"CUAL SI QUISIERAN JUNTAR CIELO Y TIERRA, RUGEN, LLAMANDO A PUERTAS Y VENTANAS, MAS NO LOGRAN ENTRAR, Y ES MÁS GRATO NUESTRO DESCANSO EN LA SEGURA SALA".

domingo, 28 de octubre de 2018

LA ENTREVISTA DE TRABAJO



Mis ojos (recuerden, de un azul que enamoran) no podían creerlo. El anuncio de trabajo que leía en ese periódico de provincias decía lo siguiente: “Garbanzos, choped, tomates, bacalao, almendras garrapiñadas, apaños para el cocido, cuchillas de afeitar, leche, jabón lagarto y zotal.” Disculpen, pero he cometido un error y les he reproducido la lista de la compra.

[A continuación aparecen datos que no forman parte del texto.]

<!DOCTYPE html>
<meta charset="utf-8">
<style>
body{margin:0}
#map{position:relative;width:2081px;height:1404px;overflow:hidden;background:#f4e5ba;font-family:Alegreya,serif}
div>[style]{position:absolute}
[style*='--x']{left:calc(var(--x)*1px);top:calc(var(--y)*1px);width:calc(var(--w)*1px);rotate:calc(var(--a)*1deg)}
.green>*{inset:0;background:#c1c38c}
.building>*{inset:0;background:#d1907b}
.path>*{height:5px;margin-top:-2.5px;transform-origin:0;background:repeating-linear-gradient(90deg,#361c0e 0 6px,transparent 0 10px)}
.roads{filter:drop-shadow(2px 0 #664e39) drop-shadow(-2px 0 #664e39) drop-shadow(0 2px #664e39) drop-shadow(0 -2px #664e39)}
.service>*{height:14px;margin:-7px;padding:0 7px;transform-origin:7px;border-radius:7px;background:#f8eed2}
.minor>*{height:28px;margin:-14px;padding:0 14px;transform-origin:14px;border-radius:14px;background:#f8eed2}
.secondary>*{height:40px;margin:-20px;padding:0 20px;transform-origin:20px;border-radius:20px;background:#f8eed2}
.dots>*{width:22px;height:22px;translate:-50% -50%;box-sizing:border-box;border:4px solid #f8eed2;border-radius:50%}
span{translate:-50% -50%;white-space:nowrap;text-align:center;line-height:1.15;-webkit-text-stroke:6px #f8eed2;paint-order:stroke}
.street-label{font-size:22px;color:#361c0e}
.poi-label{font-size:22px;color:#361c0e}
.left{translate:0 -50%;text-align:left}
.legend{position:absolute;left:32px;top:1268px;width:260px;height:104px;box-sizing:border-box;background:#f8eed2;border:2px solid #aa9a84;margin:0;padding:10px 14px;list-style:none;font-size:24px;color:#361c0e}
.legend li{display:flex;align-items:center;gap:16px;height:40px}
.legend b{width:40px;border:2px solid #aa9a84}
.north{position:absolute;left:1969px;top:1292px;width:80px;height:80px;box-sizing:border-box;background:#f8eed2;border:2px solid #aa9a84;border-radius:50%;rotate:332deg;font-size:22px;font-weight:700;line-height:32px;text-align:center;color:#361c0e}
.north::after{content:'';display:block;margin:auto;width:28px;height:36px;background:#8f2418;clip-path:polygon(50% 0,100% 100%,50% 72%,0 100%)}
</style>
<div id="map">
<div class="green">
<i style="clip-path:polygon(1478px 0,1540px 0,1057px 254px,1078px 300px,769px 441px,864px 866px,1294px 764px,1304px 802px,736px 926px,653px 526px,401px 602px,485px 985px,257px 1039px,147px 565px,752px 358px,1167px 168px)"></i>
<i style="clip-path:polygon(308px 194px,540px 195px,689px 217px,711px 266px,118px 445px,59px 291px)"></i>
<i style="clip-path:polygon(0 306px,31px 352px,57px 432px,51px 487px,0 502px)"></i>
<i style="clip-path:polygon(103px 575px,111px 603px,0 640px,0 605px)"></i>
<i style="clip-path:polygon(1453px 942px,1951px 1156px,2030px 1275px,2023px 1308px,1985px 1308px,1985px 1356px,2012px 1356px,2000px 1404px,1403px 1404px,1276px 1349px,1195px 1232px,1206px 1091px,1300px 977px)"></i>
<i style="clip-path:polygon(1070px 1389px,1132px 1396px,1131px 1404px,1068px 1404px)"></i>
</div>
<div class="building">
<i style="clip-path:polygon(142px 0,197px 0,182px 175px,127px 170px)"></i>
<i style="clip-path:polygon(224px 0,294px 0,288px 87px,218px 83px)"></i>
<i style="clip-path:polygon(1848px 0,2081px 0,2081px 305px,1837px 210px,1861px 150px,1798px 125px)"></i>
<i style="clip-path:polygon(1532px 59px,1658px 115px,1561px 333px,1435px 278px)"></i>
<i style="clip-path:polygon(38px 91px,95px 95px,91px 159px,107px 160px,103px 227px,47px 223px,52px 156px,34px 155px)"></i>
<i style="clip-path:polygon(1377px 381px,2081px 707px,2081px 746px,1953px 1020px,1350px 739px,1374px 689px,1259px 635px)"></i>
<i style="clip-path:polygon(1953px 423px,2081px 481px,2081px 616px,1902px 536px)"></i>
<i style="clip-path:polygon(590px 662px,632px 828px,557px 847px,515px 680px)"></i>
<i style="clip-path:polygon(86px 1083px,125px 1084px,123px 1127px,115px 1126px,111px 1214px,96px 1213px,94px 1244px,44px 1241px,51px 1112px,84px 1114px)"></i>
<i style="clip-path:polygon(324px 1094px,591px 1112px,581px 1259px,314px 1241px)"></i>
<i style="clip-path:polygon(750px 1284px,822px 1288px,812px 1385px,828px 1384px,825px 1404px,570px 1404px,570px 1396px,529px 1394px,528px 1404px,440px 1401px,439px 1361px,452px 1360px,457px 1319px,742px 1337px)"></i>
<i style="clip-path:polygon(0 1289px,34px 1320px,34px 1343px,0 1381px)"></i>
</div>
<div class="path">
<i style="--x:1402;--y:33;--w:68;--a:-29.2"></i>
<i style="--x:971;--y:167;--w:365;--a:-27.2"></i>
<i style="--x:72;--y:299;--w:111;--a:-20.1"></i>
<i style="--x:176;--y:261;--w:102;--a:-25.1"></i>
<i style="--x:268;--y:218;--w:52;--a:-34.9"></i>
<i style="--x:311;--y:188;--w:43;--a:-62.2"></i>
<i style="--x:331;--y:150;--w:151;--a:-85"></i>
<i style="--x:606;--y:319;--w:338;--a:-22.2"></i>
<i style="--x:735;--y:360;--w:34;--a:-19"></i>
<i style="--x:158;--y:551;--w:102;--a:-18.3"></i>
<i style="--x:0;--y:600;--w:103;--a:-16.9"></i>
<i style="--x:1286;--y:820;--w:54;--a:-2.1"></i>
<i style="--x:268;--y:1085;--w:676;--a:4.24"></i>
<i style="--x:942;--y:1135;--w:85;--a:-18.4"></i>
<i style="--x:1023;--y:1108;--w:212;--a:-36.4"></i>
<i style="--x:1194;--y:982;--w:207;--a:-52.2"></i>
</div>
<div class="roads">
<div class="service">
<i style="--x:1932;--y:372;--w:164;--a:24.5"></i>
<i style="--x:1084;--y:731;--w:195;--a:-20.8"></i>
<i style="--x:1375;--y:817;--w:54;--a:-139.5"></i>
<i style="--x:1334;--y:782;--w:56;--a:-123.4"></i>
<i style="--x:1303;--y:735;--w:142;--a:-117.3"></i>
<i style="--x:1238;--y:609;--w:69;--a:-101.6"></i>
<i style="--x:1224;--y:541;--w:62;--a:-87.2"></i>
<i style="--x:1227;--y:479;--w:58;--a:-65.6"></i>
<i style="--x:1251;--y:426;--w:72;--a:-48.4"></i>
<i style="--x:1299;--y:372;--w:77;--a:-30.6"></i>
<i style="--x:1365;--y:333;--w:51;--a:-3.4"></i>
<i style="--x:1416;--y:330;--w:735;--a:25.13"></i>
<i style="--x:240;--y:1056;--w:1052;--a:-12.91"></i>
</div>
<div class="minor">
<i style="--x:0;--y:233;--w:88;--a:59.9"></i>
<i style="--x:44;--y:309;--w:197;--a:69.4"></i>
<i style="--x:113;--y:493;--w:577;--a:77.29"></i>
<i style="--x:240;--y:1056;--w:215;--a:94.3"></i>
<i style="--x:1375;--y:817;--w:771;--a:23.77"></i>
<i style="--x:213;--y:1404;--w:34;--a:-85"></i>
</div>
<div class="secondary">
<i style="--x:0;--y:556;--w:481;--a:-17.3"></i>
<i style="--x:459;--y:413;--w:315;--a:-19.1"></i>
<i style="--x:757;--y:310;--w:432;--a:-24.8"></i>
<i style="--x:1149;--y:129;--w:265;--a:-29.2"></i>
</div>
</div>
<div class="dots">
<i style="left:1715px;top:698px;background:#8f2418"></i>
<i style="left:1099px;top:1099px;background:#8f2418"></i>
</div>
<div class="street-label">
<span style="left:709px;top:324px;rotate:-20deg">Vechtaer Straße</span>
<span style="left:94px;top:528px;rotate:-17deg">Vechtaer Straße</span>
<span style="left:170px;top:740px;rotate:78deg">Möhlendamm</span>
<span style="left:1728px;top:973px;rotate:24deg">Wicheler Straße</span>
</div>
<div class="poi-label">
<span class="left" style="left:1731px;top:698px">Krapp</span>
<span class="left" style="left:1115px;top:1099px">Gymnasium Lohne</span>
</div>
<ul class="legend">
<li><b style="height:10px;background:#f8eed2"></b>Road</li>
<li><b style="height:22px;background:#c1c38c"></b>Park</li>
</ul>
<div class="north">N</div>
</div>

El anuncio decía lo siguiente: “Empresa de probado prestigio requiere oficinista. 2.000 euros de sueldo y horario de entrada y salida flexible. Preguntar por don Fulgencio Raburrieta.”
Con la velocidad de una mesa camilla me encaminé hacia una cabina teléfonica (soy un ser chapado a la antigua que no usa de esos paraísos artificiales que son los teléfonos móviles) y concerté una entrevista para el día siguiente con el señor Raburrieta.
Me puse más guapo que un San Luis: mis escarpines negros, un frac, una chistera, un chaleco de fantasía y un monóculo que compré en mi último viaje a Inglaterra. Llegué puntual a las oficinas de la calle Lagasca (Barrio de Salamanca) y fui recibido por una señorita que aparentaba veinte años, tres meses y un día, y que tenía unos pechos que parecían dos obuses del cuarenta a punto de explotar. Me rogó que me sentase y esperase a que don Fulgencio me llamase. Hecho este que ocurrió exactamente a las once y veinte (según mi Omega). El señor Raburrieta, que tenía cara de perro lulú y cuatro pelos en la cabeza, me dirigió una amplia sonrisa (de unas veinte yardas) y me indicó que me sentase en cinco tonos de voz distintos. 
-Bien, pollo, ¿por qué desea usted trabajar con nosotros?-preguntó mientras se encendía un puro de 85 centímetros. 
-Bueno, pues por el sueldo, el horario flexible y el prestigio de la empresa -dije sin saber ni siquiera cómo se llamaba la empresa.
-Es usted muy poco original, pollo. Todos los entrevistados han dicho lo mismo, motivo suficiente para que no hayan sido contratados -repuso con laxitud oriental.
-No soy nada original, tiene usted razón, pero si le digo que estoy dispuesto a trabajar por un sueldo más bajo, ¿me contratarían? -dije con actitud servil.
-¡Pollo! Es usted más inteligente de lo que parecía cuando entró por la puerta -exclamó don Fulgencio.
-Entonces, ¿el trabajo es mío? -inquirí exaltado ante la posibilidad de encontrar trabajo.
-Suyo es desde mañana. Cobrará usted 750 euros siempre que la empresa pueda pagárselos -repuso con melancolía de fado.
-¿750 euros? -pregunté apesadumbrado - ¿Y el horario flexible se mantiene al menos?
-Por supuesto, pollo. Usted podrá entrar cuando quiera en esta empresa antes de las 7:30 de la mañana y salir cuando quiera después de las 20:00 -dijo mientras echaba por su boca bocanadas de humo que se podrían ver hasta en el Cairo.
Acto seguido, me abalancé sobre don Fulgencio para patalearle el esternón a placer. Después, le obligué a comerse el puro con cuchillo y tenedor y copiar a mano las obras de Galdós. Cuando la secretaria, alarmada por los alaridos de don Fulgencio, entró en la habitación, me encontró tirando a su jefe por la ventana. Hecho, por cierto, que no pudo o quiso impedir. El resto de la historia es espachurradoramente trágico: la policía me detuvo y el juez me condenó a una pena de treinta años, tres meses y dos días.